L'appareil, installé dans un espace de confidentialité, détecte en amont d'un éventuel examen biologique, jusqu'à huit à dix mois avant que la maladie se déclare, le « score de risque » du patient. Il mesure la conductance des glandes sudoripares des paumes de main et des plantes de pied. L'examen se fait sans piqûre, ne nécessite pas l'état à jeun. Le patient pose mains et pieds nus sur des surfaces par lesquelles passe un courant électrique de 4 volts, insensible.

« Nous le proposons à tous les patients qui viennent au comptoir, poursuit Alain Boyer, en leur expliquant ce qu'est le diabète, cette maladie invisible, en quoi consiste l'examen. Nous pourrons ensuite leur donner un rapport pour aller consulter leur médecin. » Depuis trois mois que fonctionne l'appareil, cent quarante et un patients ont subi l'examen, dont 10 % révélés « à risque ».

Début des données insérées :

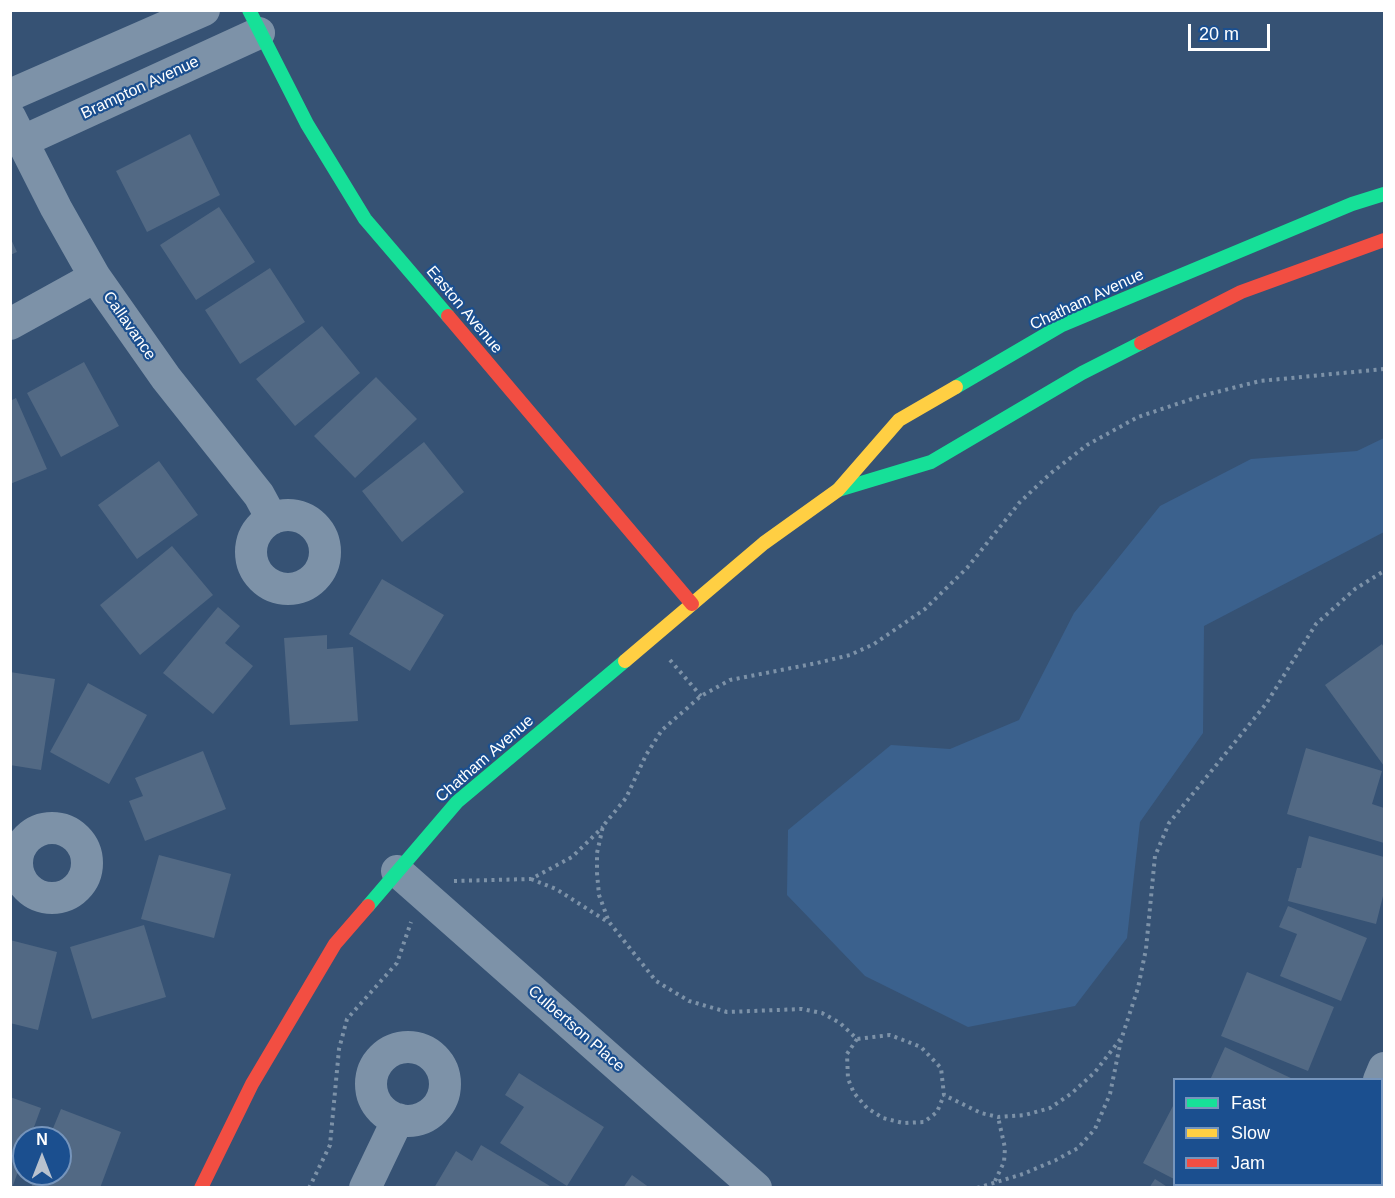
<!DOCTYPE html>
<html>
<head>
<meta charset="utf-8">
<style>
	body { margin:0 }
	#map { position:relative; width:1395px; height:1198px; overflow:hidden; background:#365274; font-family:Arial,sans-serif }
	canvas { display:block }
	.frame { position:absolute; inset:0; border:12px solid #fff; pointer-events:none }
	.legend { position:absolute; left:1173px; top:1078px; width:210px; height:108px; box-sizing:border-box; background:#1b4f8f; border:2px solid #7695bc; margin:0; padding:8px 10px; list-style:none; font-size:18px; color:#fff }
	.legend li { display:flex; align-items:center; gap:12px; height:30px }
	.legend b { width:30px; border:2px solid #7695bc }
	.north { position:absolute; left:12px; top:1126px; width:60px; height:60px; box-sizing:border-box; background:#1b4f8f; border:2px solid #7695bc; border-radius:50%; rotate:0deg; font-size:16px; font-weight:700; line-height:24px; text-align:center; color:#fff }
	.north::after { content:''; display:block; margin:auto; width:21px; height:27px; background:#b9c2ce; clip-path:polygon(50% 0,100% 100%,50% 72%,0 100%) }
	.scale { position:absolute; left:1188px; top:24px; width:82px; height:27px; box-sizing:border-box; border:3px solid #fff; border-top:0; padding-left:8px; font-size:18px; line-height:21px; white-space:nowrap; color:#fff; -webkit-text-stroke:4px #1b4f8f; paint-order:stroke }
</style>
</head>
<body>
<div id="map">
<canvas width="1395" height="1198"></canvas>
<div class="frame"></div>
<ul class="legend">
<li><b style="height:8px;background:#16e098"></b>Fast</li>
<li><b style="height:8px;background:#ffcf43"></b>Slow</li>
<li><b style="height:8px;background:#f24e42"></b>Jam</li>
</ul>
<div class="north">N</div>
<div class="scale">20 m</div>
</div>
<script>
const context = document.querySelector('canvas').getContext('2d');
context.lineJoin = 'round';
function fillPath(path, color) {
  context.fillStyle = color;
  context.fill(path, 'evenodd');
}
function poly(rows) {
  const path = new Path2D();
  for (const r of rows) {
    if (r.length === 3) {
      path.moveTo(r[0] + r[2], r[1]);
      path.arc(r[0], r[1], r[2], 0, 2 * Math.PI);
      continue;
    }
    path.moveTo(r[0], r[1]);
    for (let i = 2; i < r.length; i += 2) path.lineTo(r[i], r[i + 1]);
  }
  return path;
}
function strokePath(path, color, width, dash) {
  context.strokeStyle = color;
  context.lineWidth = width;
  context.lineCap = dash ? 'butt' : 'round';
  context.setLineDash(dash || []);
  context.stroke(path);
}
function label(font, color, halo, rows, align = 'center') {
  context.font = font + ' Arial,sans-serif';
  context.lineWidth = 4.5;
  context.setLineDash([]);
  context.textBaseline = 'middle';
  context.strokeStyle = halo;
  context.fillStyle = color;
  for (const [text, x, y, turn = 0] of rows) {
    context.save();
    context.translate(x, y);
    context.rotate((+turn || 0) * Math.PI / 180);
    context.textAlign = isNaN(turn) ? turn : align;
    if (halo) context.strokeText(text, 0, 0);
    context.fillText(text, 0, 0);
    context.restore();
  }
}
fillPath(poly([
	[1384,438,1384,532,1204,626,1203,733,1140,822,1127,938,1075,1006,968,1027,865,976,787,895,788,830,891,745,950,749,1019,720,1074,613,1160,506,1251,459,1357,451]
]), '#3b618d');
fillPath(poly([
	[190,134,220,195,147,232,116,171],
	[219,207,255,262,196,300,160,245],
	[10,237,17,252,10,255],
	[270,268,305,322,240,364,205,310],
	[322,326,360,373,295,426,256,379],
	[84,362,119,426,61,457,27,393],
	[376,377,417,419,355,478,314,436],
	[16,398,47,469,10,484,10,401],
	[424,442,464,492,402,542,362,491],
	[159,461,198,515,137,559,98,505],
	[172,546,213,595,140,655,100,605],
	[382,579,444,615,410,671,349,634],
	[218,607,240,626,225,643,253,666,213,714,163,673],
	[327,635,327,649,353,647,358,721,290,725,284,638],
	[1382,644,1384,648,1384,766,1325,685],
	[10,672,55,679,41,770,10,765],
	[88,683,147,715,109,784,50,752],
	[1306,748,1382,771,1372,804,1384,808,1384,843,1287,814],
	[203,751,226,809,145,841,129,801,143,796,135,778],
	[1309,836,1384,857,1384,892,1376,924,1288,901,1297,868,1301,868],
	[159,855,231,874,214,938,141,919],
	[1288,906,1367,938,1341,1001,1280,976,1297,934,1279,927],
	[144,925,166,997,92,1019,70,947],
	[10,940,57,952,38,1030,10,1023],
	[1247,972,1334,1007,1308,1071,1221,1036],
	[1225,1047,1295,1080,1210,1080],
	[519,1073,604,1127,567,1186,500,1143,524,1107,505,1095],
	[10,1097,41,1108,30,1138,24,1138,24,1155,12,1188],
	[1173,1106,1174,1107,1174,1179,1143,1163],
	[61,1109,121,1132,100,1188,31,1188,36,1174,60,1174,60,1138,49,1138],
	[481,1145,550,1186,549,1188,434,1188,456,1151,472,1161],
	[632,1175,650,1188,623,1188],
	[1155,1179,1169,1188,1149,1188],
	[1184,1184,1240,1184,1238,1188,1190,1188]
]), '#526984');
strokePath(poly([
	[1384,369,1260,381,1201,396,1138,417,1087,445,1051,473,1020,502,967,568,925,609,874,644,850,655,817,663,730,680,701,696,662,730,646,755,626,798,603,826,597,853,597,873,599,895,609,922,656,981,689,1001,727,1012,802,1009,822,1013,840,1023,857,1039,890,1035,921,1047,941,1068,944,1095,981,1113,998,1117,1025,1115,1050,1108,1072,1093,1095,1072,1122,1037,1138,988,1146,949,1155,856,1169,823,1266,704,1316,624,1355,589,1384,571],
	[670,660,701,696],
	[531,879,556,889,608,922],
	[454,881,531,879,572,857,603,827],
	[857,1039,847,1054,848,1079,854,1093,867,1108,883,1118,903,1123,924,1122,937,1112,944,1095],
	[995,1181,1004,1162,1005,1148,998,1117],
	[309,1188,330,1145,339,1049,347,1019,397,963,411,922],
	[977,1188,1023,1174,1056,1160,1078,1148,1095,1129,1110,1094,1121,1040]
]), '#7d92a8', 4, [3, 4.5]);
strokePath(poly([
	[10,95,204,10],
	[10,117,56,208,95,277,166,378,259,495,272,519],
	[21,142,259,33],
	[10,324,95,277],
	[288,552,37],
	[52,863,35],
	[397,871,756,1188],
	[408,1084,37],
	[1379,1080,1384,1068],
	[365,1188,398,1119],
	[1317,1188,1319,1184]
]), '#7d92a8', 32);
strokePath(poly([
	[249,10,307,124,365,219,448,316],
	[956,387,1062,325,1352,204,1384,194],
	[838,490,931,462,1082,373,1141,343],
	[368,906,457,802,625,661]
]), '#16e098', 14);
strokePath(poly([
	[625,661,764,543,838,490,899,420,956,387]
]), '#ffcf43', 14);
strokePath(poly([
	[448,316,692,604],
	[1141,343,1241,292,1384,240],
	[201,1188,252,1084,335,944,368,906]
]), '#f24e42', 14);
label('16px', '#fff', '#1b4f8f', [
	["Brampton Avenue",140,88,-25],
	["Chatham Avenue",1087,300,-25],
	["Easton Avenue",464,310,50],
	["Callavance",129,326,55],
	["Chatham Avenue",485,759,-41],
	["Culbertson Place",576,1029,41]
]);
</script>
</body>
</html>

Les médecins favorables au dépistage

« Le pharmacien ne fait pas de diagnostic, c'est le rôle du médecin. Mais j'ai déjà vu au centre social une mesure de glycémie record à 12 grammes d'un patient qui s'ignorait diabétique. Il y a 13 000 amputations en France liées au diabète, alors qu'il y a des stades réversibles. Il est essentiel de pratiquer ces dépistages parce qu'il existe un déni face au diabète, et que beaucoup de diabétiques diagnostiqués sont non observants. »

Alain Boyer met en avant son rôle de conseil, avant que la maladie ne soit révélée, et même après, lors du suivi. Il est satisfait d'avoir constaté une perte de poids chez un malade à qui il avait conseillé de marcher. Tous les médecins d'Ostricourt sont venus voir l'appareil, et se sont déclarés favorables, et même des médecins au-delà de la commune, ou de l'hôpital de Seclin.

Les patients apprécient que leur pharmacien s'investisse pour leur santé, observe Alain Boyer, mais il ne les interroge pas sur la suite qu'ils donnent à l'examen. Il ne veut pas les « fliquer », mais respecter la confidentialité entre le médecin et le patient. Cet examen est gratuit pour le patient, mais « il le fait entrer à l'officine. Nous devons cesser de donner l'image du pharmacien qui vend du médoc ! » C'est d'ailleurs, à ses yeux, bien le sens de la constitution de la future SISA à Ostricourt : faire travailler ensemble tous les professionnels de santé.